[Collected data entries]
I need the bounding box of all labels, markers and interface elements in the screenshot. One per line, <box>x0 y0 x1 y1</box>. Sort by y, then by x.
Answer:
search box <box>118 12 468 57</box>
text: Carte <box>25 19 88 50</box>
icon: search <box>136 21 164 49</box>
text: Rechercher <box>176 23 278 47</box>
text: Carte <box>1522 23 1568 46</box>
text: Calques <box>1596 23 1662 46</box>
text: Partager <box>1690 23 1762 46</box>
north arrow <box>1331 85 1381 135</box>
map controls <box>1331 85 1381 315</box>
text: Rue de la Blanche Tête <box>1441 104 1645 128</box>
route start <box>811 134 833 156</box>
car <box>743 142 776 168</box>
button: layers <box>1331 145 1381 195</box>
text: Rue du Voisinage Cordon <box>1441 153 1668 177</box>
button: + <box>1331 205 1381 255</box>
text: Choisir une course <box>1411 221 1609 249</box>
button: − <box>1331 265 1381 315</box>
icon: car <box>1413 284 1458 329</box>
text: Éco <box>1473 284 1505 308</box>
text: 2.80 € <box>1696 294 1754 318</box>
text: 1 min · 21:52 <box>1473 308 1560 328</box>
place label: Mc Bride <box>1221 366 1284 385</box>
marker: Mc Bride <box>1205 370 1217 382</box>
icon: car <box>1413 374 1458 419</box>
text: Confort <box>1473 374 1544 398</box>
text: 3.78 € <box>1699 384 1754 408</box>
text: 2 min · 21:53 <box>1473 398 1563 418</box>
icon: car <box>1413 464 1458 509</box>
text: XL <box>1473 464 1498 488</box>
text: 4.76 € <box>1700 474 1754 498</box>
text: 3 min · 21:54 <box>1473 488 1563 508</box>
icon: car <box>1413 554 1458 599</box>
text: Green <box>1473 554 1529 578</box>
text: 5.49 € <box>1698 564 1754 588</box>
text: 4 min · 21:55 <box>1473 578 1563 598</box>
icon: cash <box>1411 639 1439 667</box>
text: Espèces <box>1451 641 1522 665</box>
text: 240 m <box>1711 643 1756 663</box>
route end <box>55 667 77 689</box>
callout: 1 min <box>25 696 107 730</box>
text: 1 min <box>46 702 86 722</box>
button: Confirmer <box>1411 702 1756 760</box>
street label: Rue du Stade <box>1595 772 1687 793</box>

(Your goal)
Using the entries above, count the lines that have the string "Carte" in them. Answer with that number only.

(Problem solution)
2